- [YOUR TASK]
Would you please copy the part of the material below that opens with the line containing "M1350 0 1341" and closes with the line containing "M937 1489 934 763 938 0"? Copy it exactly, and only it.

- [EXTRACTED RECORDS]
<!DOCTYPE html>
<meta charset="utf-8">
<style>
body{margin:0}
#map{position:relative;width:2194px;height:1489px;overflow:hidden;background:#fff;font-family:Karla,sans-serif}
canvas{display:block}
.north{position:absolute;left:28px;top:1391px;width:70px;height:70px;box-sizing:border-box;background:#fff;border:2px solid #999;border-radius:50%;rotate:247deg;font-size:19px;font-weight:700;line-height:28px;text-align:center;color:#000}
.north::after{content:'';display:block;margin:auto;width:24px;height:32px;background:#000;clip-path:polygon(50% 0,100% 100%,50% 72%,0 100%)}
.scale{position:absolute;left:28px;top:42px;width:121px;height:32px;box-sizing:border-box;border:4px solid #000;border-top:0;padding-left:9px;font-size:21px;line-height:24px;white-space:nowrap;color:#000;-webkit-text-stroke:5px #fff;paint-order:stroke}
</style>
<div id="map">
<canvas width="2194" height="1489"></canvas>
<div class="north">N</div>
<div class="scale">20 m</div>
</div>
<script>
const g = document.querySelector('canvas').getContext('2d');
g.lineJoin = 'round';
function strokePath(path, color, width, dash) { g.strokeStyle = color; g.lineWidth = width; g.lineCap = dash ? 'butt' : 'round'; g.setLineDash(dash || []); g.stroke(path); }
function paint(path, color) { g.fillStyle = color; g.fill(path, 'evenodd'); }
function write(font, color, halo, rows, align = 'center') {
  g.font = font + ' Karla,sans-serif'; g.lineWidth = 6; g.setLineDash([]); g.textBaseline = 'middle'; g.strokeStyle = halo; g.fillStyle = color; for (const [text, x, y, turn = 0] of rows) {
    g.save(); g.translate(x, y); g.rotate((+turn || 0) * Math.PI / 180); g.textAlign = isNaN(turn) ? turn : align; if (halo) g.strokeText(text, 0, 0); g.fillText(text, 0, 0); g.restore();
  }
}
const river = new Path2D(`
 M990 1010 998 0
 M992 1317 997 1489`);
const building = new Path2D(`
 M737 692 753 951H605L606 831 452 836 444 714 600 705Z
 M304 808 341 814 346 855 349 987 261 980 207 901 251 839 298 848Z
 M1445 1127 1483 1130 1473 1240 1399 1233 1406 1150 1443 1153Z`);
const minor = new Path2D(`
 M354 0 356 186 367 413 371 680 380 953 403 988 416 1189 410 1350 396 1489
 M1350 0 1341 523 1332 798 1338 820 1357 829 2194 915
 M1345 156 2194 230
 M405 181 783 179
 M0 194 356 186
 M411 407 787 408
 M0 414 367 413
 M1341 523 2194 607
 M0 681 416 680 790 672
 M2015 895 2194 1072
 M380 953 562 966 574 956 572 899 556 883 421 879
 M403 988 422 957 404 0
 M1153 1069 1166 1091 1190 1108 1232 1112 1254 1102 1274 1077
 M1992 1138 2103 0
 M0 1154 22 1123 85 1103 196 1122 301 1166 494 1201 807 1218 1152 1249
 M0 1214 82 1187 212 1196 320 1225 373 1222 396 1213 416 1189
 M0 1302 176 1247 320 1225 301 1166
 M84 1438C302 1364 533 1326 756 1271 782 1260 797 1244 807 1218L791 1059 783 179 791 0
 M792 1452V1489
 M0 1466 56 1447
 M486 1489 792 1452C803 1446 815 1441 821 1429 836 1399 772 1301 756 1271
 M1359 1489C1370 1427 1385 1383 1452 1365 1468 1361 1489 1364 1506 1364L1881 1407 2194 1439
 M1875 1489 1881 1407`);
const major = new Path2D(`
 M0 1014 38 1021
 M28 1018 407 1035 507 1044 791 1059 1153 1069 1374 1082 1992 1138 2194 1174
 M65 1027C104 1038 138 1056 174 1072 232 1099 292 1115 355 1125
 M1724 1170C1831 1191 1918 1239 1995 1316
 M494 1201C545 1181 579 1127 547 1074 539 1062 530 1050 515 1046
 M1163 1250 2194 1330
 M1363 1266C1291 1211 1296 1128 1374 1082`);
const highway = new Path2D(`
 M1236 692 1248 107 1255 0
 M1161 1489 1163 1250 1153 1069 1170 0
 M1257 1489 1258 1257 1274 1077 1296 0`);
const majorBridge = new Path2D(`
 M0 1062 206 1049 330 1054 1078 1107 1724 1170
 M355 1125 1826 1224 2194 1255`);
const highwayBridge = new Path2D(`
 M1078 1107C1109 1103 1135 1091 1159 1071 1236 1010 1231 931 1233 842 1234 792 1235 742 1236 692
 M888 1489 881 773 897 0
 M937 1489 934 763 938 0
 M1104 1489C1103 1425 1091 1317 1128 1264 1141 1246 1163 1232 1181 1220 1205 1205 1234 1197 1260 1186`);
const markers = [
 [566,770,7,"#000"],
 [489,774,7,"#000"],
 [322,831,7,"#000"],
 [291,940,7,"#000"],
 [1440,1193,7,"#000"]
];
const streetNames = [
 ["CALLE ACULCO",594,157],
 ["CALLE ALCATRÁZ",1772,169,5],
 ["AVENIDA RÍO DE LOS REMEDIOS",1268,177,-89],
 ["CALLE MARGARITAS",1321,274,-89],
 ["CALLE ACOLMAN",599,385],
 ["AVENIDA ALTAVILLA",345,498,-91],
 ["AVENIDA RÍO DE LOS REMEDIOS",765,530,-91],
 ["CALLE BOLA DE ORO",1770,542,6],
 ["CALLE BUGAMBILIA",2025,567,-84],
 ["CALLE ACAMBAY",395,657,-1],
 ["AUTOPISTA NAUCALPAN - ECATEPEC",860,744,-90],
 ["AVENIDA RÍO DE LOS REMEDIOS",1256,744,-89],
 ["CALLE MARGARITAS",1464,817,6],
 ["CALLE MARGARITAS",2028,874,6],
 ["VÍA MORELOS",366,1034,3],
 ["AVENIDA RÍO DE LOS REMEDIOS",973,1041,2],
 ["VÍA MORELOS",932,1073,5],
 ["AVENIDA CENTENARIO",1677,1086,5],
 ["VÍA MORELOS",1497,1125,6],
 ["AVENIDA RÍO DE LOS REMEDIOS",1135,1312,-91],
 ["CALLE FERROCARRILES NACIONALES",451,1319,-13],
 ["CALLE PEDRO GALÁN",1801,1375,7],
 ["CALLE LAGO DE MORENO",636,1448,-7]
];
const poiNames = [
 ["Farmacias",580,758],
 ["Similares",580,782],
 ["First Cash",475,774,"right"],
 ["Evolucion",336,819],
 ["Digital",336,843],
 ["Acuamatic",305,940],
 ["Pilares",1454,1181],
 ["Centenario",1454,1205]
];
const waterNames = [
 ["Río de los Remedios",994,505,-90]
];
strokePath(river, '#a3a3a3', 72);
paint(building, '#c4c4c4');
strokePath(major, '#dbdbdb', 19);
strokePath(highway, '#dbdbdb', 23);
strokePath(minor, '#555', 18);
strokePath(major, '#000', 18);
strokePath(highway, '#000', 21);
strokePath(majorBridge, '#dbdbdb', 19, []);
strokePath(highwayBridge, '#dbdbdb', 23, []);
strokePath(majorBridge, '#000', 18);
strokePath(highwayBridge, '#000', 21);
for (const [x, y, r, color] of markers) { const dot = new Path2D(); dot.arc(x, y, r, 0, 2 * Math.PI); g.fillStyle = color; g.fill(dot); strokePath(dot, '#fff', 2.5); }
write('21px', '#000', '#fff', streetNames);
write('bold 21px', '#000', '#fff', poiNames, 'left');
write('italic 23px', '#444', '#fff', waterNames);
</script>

- [REPLY]
 M1350 0 1341 523 1332 798 1338 820 1357 829 2194 915
 M1345 156 2194 230
 M405 181 783 179
 M0 194 356 186
 M411 407 787 408
 M0 414 367 413
 M1341 523 2194 607
 M0 681 416 680 790 672
 M2015 895 2194 1072
 M380 953 562 966 574 956 572 899 556 883 421 879
 M403 988 422 957 404 0
 M1153 1069 1166 1091 1190 1108 1232 1112 1254 1102 1274 1077
 M1992 1138 2103 0
 M0 1154 22 1123 85 1103 196 1122 301 1166 494 1201 807 1218 1152 1249
 M0 1214 82 1187 212 1196 320 1225 373 1222 396 1213 416 1189
 M0 1302 176 1247 320 1225 301 1166
 M84 1438C302 1364 533 1326 756 1271 782 1260 797 1244 807 1218L791 1059 783 179 791 0
 M792 1452V1489
 M0 1466 56 1447
 M486 1489 792 1452C803 1446 815 1441 821 1429 836 1399 772 1301 756 1271
 M1359 1489C1370 1427 1385 1383 1452 1365 1468 1361 1489 1364 1506 1364L1881 1407 2194 1439
 M1875 1489 1881 1407`);
const major = new Path2D(`
 M0 1014 38 1021
 M28 1018 407 1035 507 1044 791 1059 1153 1069 1374 1082 1992 1138 2194 1174
 M65 1027C104 1038 138 1056 174 1072 232 1099 292 1115 355 1125
 M1724 1170C1831 1191 1918 1239 1995 1316
 M494 1201C545 1181 579 1127 547 1074 539 1062 530 1050 515 1046
 M1163 1250 2194 1330
 M1363 1266C1291 1211 1296 1128 1374 1082`);
const highway = new Path2D(`
 M1236 692 1248 107 1255 0
 M1161 1489 1163 1250 1153 1069 1170 0
 M1257 1489 1258 1257 1274 1077 1296 0`);
const majorBridge = new Path2D(`
 M0 1062 206 1049 330 1054 1078 1107 1724 1170
 M355 1125 1826 1224 2194 1255`);
const highwayBridge = new Path2D(`
 M1078 1107C1109 1103 1135 1091 1159 1071 1236 1010 1231 931 1233 842 1234 792 1235 742 1236 692
 M888 1489 881 773 897 0
 M937 1489 934 763 938 0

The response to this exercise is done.